The task: Identify each line below that contains the word "they", and copy it out.

Supplied information:

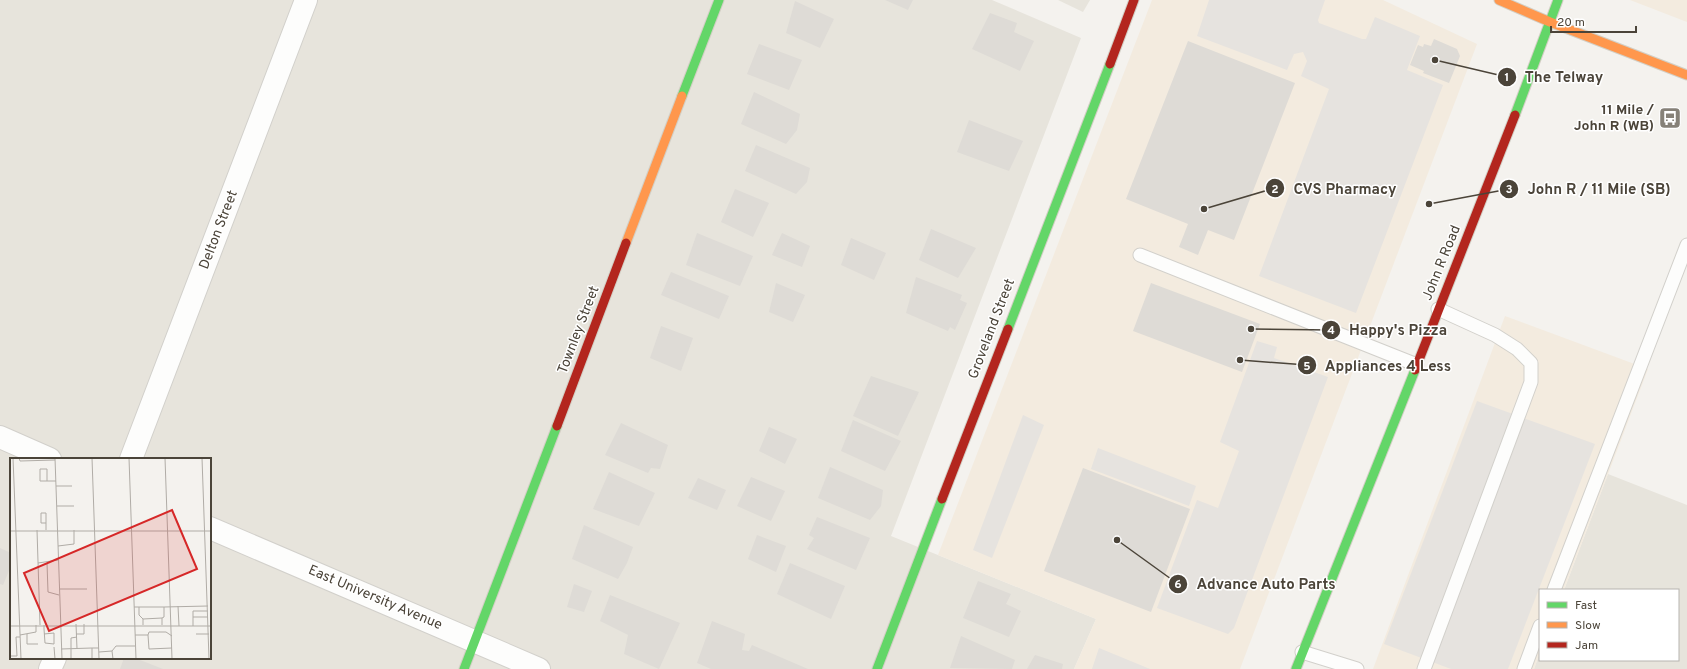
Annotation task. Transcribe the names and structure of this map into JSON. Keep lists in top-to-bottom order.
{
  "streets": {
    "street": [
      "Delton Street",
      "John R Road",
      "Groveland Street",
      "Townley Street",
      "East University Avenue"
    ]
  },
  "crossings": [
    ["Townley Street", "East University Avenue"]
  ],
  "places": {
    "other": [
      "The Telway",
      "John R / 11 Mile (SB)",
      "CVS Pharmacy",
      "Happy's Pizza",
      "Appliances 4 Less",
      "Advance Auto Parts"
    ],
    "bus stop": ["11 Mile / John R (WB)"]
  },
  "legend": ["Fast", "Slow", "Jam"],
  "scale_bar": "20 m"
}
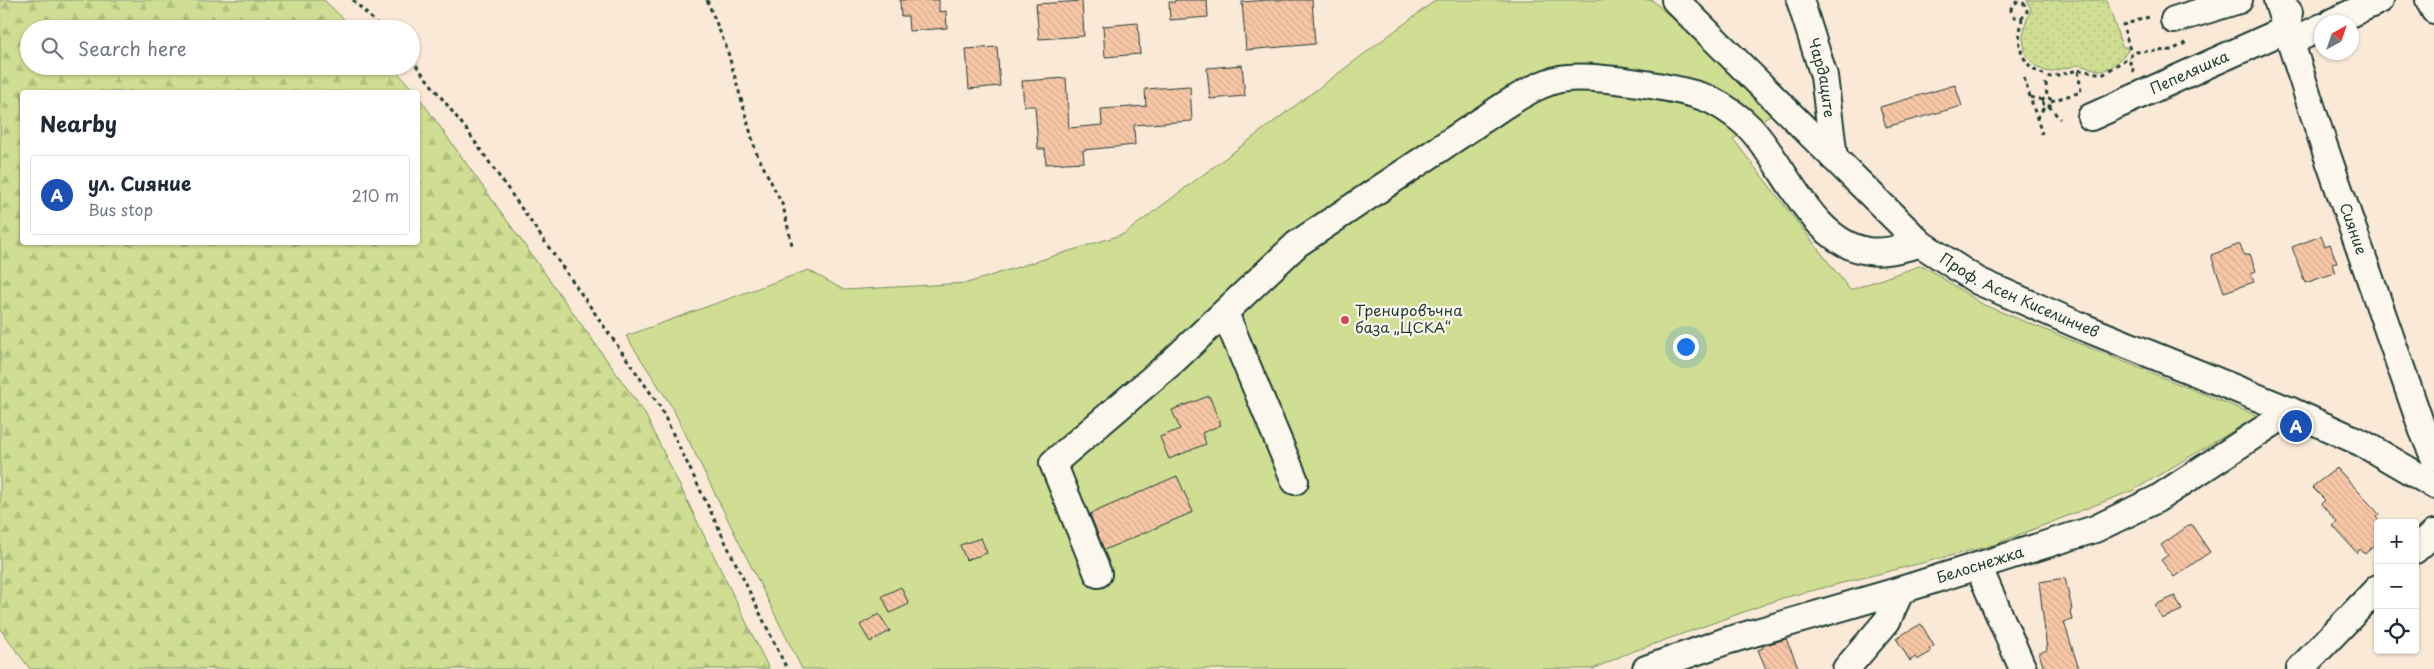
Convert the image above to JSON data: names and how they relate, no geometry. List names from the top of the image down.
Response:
==
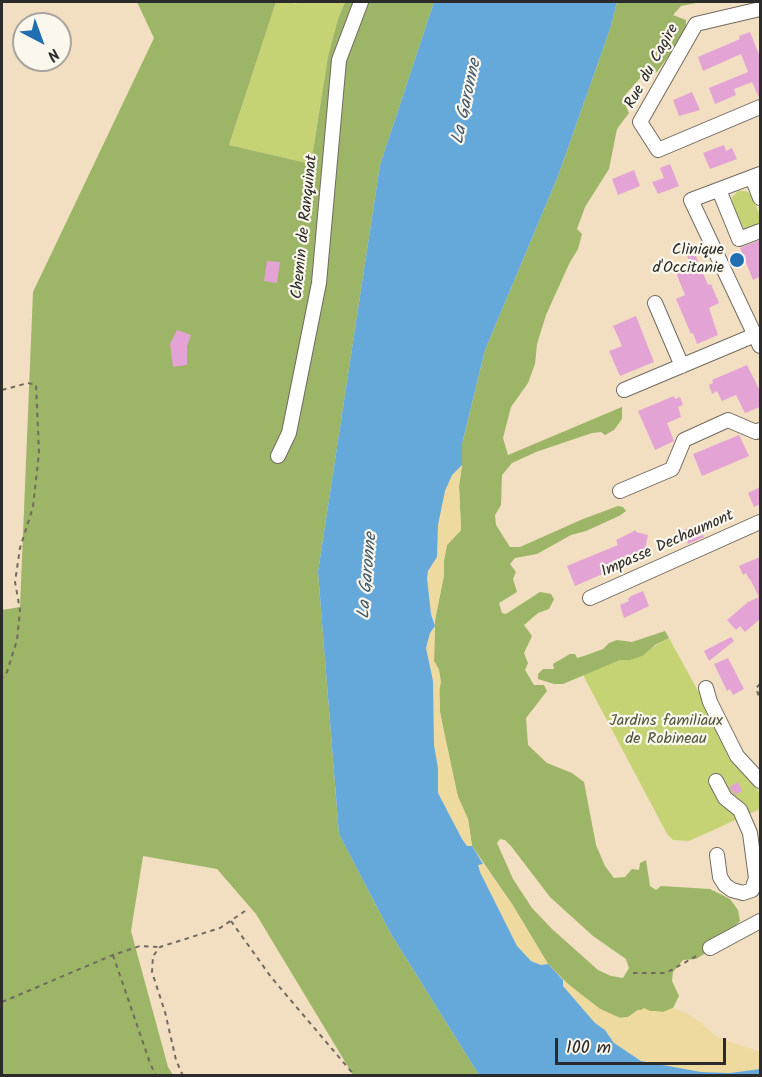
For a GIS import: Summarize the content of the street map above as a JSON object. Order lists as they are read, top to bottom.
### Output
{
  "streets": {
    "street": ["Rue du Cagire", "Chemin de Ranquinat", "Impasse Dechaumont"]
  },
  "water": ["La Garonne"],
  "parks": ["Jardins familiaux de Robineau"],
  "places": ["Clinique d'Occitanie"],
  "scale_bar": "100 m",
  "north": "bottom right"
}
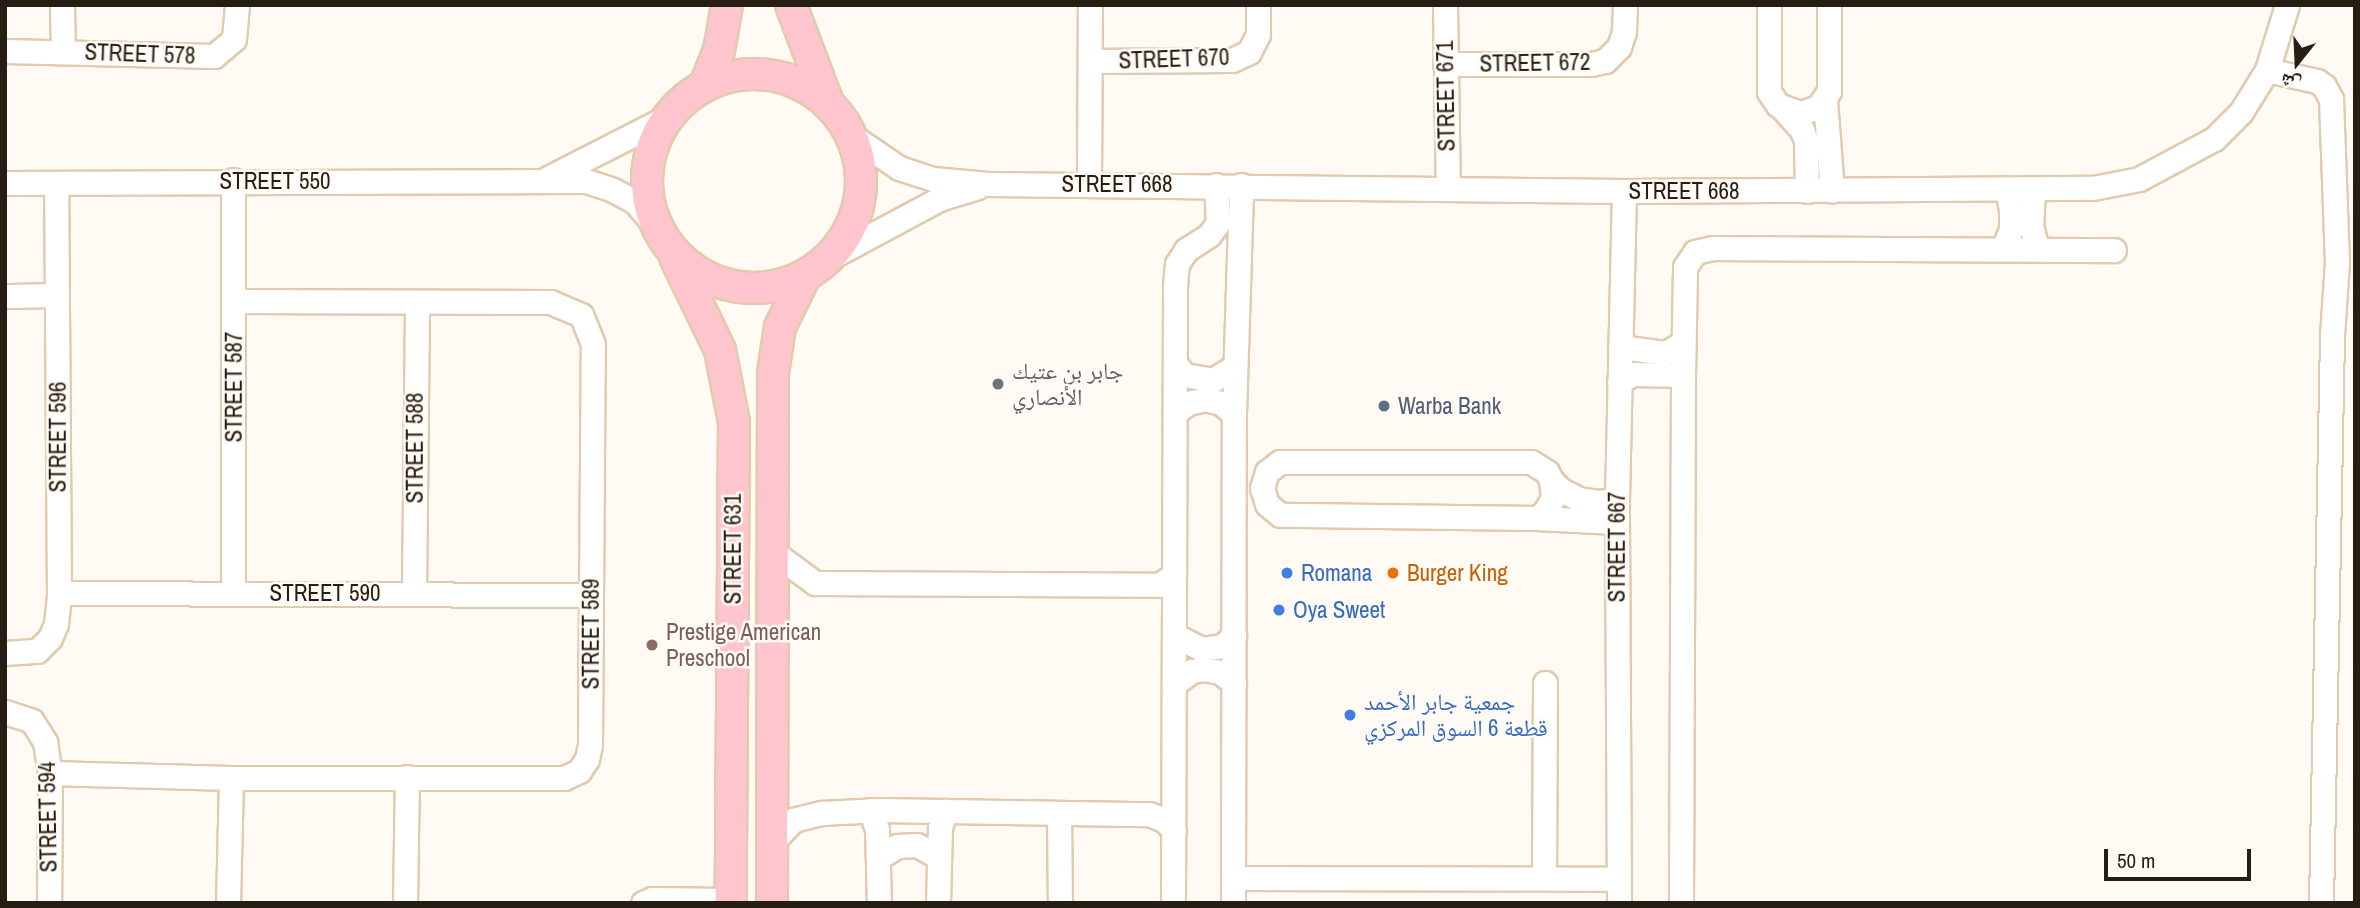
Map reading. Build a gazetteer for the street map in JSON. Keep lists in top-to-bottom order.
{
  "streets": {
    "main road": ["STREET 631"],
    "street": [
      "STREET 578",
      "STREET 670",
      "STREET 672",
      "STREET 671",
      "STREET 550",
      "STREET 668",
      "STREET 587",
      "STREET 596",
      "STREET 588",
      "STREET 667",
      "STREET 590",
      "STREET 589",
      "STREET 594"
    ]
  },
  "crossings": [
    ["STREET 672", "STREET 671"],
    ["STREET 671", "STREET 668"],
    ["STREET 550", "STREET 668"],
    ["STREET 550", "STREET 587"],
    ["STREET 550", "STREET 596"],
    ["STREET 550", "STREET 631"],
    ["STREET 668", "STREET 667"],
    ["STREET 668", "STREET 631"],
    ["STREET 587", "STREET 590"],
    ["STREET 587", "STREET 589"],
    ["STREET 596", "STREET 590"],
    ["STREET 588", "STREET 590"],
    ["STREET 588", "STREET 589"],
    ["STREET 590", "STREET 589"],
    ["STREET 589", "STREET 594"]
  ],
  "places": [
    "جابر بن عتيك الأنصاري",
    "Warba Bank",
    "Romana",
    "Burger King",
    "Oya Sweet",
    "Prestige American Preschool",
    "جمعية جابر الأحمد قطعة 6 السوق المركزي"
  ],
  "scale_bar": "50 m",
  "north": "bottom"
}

Reply to the exercise:
Convert the image above to JSON data: names and how they relate, no geometry. List names from the top of the image down.
For a GIS import: Summarize the content of the street map above as a JSON object. Order lists as they are read, top to bottom.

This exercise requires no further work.